The following testimony was submitted to the House Regulatory Reform Committee on April 30, 2026.
A decades-old employer practice of advancing money to employees is seeing a resurgence, with employers offering Earned Wage Access programs as a common employment benefit. These programs allow employees who are short on cash to access wages they expect to have earned before their next paycheck date.
Michigan lawmakers could play a useful role in this market by clarifying the legal financial status of earned wage access programs. But proposals now being discussed are likely to do more harm than good.
Proposed legislation in Michigan would single out earned wage access programs for new licensing and regulatory restrictions that do not appear to be helpful. On the other hand, opponents of this legislation advocate instead for treating EWAs under the same regulatory umbrella as traditional lending — a change that may be even more problematic.
There is no clear reason for either of these solutions. Absent a clear regulatory failure or evidence of widespread harm to employees who use the program, Michigan leaders should see how the EWA market develops in Michigan.
Many Michigan employers, including Meijer, University of Michigan Health, Trinity Health, and Frankenmuth Credit Union, offer earned wage access programs as part of their employee benefit packages. Larger employers may manage their own programs, while others contract with third-party services like DailyPay, Payactiv, Rain, and Stream. Payactiv appears to be the leading provider in Michigan, with more than 550 employers under contract.
Earned wage access programs can make a substantial difference in employee welfare. A recent study by UCLA management professors of Uber’s Instant Pay program found that the benefit to Uber drivers who use the program “is on par with increasing wages by 11% ... [by] allowing them to withdraw pay at a cadence better matching their expenses.” These Uber drivers are likely to be the ones with the most urgent need for fast cash, which they can access almost immediately after completing a ride. The study found that the program is also good for Uber customers, because it leads to a greater supply of Uber drivers and shorter wait times.

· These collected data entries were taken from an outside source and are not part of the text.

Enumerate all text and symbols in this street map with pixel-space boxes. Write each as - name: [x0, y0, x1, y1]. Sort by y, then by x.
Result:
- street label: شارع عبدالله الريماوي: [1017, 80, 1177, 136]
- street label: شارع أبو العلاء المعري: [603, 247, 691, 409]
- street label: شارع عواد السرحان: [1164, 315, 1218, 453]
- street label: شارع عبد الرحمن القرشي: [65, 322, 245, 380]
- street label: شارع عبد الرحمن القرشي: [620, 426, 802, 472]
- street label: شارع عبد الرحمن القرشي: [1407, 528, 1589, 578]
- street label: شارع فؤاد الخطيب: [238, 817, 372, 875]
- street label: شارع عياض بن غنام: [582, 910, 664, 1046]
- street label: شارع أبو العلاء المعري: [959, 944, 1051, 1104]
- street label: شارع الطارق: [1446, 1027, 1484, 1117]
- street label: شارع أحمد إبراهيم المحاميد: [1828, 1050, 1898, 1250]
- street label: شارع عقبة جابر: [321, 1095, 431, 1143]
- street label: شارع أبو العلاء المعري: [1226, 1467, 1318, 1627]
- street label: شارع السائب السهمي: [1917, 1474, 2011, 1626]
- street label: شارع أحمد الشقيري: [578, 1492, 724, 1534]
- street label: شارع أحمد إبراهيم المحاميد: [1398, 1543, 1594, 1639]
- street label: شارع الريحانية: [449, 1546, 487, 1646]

A broader study by economist Jonathan M.V. Davis of the University of Oregon finds that “first-time EWA usage increases users’ monthly income by about $334 or 11.5 percent.” He concludes that “EWA is used to smooth consumption rather than to finance discretionary purchases. Overall, the evidence suggests that earned wage access provides tangible short-run financial benefits without meaningful adverse effects.”
By helping workers better align their cash flow with expenses, earned wage access programs can improve the financial stability of employees. The cost of administering these programs is borne by employees who use them.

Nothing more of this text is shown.